Schuldenkrisen sind keine Actionfilme, eher Psychothriller: Sie beginnen in ruhigen Zeiten mit einem gemächlichen Spannungsaufbau. Die Verschuldung steigt Jahr für Jahr etwas schneller als die Wirtschaftsleistung und man ahnt, dass es mal böse enden könnte – doch vorerst geht alles noch lange gut. Es herrscht Partylaune. Länger, als es viele Warner glauben können, die das Publikum mit ihren Zwischenrufen irgendwann nur noch langweilen.

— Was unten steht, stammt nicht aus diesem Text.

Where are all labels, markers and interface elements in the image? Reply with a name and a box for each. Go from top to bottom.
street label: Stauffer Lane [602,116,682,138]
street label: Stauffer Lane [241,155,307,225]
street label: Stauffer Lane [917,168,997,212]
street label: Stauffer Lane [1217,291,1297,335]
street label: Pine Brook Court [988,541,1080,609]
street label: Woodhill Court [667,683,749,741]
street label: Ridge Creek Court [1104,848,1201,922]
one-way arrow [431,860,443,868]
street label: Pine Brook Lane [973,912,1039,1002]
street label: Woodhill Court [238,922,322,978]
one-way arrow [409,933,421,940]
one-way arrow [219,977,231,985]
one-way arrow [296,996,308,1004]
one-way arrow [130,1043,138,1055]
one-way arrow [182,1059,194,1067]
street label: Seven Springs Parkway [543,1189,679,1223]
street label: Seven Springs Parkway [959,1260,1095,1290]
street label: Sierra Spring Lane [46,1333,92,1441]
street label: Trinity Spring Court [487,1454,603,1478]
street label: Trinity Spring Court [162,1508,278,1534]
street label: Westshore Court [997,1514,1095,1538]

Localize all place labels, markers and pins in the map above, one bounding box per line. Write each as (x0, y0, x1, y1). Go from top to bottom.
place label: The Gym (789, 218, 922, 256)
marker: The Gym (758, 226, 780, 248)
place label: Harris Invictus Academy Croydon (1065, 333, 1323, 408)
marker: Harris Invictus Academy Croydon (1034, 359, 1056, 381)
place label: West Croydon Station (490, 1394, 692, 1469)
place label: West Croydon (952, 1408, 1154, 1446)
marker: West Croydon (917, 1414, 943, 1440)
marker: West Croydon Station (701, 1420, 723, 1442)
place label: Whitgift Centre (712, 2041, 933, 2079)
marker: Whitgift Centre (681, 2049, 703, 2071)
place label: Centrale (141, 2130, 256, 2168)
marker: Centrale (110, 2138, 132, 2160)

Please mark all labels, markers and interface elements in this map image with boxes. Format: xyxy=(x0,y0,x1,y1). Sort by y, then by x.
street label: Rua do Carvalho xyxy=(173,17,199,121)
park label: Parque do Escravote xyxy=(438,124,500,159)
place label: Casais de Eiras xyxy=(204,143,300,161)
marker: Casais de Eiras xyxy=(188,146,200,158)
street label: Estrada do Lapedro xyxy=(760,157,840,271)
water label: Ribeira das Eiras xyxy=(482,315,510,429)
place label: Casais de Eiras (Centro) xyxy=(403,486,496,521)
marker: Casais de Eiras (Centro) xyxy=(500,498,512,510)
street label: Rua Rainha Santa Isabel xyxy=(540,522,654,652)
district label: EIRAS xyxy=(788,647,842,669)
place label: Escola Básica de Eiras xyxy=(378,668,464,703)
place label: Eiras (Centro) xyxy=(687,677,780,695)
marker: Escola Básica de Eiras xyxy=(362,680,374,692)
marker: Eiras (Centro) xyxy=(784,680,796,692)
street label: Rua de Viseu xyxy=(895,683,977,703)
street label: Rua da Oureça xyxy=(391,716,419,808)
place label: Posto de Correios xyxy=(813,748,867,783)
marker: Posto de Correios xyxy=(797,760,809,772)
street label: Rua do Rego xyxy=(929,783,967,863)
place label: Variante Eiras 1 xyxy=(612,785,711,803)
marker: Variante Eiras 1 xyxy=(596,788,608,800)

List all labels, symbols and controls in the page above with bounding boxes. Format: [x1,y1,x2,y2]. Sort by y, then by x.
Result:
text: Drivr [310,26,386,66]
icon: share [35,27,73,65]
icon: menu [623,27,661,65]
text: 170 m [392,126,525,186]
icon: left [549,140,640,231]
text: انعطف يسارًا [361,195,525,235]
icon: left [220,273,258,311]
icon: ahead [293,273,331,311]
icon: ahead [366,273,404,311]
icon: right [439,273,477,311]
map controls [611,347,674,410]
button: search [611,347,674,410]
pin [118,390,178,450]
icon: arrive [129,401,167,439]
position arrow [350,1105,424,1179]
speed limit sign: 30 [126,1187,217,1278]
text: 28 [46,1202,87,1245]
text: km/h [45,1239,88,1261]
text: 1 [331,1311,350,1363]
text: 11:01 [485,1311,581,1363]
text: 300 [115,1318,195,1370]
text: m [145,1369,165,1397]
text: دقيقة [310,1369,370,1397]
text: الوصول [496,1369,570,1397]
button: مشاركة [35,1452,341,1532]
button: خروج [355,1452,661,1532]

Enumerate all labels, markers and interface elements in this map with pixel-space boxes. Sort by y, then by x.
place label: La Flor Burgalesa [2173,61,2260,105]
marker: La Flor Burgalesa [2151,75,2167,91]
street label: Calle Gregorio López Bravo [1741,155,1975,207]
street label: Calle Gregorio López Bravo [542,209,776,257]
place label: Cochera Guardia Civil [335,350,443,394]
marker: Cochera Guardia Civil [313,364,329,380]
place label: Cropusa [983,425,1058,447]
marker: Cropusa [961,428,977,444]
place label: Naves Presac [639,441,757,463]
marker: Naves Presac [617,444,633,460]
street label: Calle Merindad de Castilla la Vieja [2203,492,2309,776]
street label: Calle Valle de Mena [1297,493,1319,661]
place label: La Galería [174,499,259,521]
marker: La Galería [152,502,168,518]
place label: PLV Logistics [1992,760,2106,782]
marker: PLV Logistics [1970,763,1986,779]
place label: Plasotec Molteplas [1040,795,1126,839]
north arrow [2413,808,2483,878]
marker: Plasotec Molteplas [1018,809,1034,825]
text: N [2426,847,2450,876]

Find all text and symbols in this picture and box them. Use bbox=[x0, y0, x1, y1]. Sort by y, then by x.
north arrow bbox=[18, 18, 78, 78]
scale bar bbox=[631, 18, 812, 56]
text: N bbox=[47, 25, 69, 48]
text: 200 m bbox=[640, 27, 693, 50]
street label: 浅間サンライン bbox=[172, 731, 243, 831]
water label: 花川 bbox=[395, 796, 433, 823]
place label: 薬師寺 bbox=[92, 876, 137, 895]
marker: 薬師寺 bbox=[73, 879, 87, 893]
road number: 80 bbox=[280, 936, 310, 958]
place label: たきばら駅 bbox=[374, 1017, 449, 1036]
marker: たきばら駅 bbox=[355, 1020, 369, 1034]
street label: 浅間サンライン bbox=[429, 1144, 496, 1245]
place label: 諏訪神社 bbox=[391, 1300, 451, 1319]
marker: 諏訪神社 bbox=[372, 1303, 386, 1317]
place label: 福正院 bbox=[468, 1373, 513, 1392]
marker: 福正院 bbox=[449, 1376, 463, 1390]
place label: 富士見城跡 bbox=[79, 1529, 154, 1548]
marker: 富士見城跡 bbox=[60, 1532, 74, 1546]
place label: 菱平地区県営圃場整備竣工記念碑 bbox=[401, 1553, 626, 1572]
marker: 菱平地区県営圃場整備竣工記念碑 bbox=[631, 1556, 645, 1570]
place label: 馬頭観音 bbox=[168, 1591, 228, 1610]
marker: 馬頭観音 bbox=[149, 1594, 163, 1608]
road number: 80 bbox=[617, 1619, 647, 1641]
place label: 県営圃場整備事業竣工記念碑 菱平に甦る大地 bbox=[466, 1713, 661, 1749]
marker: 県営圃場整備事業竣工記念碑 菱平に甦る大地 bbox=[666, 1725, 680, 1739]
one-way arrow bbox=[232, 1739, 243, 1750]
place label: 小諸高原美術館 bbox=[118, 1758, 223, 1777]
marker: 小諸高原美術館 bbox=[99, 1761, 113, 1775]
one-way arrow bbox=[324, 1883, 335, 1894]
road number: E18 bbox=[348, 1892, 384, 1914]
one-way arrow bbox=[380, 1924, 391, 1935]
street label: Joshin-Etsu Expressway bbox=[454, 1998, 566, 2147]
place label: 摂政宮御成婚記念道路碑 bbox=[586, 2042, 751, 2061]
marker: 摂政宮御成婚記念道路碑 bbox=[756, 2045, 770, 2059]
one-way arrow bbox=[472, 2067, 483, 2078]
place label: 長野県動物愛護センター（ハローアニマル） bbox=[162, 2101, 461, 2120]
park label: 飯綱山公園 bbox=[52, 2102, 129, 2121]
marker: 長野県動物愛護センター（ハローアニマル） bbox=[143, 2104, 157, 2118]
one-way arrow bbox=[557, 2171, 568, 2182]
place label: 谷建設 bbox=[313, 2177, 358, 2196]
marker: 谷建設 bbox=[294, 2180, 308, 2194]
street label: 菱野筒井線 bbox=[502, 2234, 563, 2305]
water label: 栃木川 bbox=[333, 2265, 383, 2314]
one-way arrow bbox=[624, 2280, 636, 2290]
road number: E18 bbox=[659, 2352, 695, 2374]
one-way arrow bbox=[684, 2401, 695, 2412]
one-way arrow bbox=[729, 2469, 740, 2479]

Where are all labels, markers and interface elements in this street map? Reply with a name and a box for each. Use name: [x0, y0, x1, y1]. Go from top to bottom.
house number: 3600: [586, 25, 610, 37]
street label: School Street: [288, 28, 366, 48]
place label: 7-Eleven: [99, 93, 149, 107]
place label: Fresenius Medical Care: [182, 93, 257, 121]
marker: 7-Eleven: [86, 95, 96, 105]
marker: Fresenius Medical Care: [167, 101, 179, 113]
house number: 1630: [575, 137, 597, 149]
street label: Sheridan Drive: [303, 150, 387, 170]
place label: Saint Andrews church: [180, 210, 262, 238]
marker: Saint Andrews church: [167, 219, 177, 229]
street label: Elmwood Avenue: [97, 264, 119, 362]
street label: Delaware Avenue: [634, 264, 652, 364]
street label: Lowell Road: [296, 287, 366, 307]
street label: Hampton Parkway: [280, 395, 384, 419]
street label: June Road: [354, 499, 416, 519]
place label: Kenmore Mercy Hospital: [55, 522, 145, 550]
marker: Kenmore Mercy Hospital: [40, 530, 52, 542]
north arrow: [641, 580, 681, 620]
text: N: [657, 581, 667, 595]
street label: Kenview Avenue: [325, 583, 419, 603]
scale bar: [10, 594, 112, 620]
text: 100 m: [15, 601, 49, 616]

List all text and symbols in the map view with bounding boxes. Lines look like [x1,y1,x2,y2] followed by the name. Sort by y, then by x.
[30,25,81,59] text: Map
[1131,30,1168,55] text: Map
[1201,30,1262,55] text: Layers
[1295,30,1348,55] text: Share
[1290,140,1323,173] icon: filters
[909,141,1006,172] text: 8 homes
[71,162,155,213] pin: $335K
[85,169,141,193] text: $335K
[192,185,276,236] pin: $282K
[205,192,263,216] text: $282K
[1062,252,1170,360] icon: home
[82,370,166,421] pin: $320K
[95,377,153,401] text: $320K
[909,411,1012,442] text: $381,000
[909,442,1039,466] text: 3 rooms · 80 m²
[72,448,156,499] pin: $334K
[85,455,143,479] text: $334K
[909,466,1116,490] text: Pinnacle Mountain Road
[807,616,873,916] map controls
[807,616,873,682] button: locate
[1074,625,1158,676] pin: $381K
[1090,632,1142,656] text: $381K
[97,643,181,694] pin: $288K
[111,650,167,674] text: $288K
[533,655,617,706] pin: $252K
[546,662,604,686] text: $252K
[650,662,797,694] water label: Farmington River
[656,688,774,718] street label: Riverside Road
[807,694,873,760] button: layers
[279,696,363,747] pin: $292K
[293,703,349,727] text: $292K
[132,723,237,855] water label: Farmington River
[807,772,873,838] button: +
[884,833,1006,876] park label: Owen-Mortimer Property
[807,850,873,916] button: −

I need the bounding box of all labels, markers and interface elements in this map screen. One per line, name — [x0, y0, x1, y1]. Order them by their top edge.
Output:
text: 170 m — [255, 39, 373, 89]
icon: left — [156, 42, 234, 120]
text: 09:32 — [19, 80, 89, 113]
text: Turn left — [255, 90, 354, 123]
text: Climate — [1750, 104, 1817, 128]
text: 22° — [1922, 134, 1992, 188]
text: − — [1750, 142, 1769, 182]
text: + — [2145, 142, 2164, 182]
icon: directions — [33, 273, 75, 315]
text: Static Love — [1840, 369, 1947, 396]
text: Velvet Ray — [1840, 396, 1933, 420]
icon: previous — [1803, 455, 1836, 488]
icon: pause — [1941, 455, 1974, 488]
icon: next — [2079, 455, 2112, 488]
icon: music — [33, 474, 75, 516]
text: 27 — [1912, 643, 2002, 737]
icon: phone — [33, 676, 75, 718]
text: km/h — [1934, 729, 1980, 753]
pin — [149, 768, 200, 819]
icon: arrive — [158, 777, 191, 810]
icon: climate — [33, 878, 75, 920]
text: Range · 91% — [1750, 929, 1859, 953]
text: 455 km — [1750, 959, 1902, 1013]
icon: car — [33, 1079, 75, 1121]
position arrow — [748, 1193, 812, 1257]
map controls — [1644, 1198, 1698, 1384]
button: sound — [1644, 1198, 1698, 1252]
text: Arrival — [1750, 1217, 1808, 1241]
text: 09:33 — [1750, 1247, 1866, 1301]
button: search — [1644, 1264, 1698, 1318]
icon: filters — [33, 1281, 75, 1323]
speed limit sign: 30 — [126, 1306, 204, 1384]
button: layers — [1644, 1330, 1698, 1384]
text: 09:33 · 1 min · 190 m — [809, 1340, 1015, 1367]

Doch dann legt der Film mächtig an Tempo zu und die Ereignisse beginnen sich zu überschlagen. Die hohen Schulden können nicht mehr bedient werden, die als Sicherheit hinterlegten Vermögenswerte werden liquidiert und verlieren an Wert, was wiederum die Rückzahlung der Schulden erschwert. Die sich selbst verstärkende Spirale beginnt plötzlich, sich nach unten anstatt nach oben zu drehen. Am Schluss endet die Geschichte meist mit Bankenpleiten und dem einen oder anderen Staatshaushalt am Rande des Abgrunds.
Der Film ist immer derselbe, nur die Akteure wechseln von Mal zu Mal. 2007/08 übernahmen die amerikanischen Hausbesitzer und ihre Banken die Hauptrolle. Die nachfolgende Eurokrise war dann vor allem mit südeuropäischen Darstellern besetzt.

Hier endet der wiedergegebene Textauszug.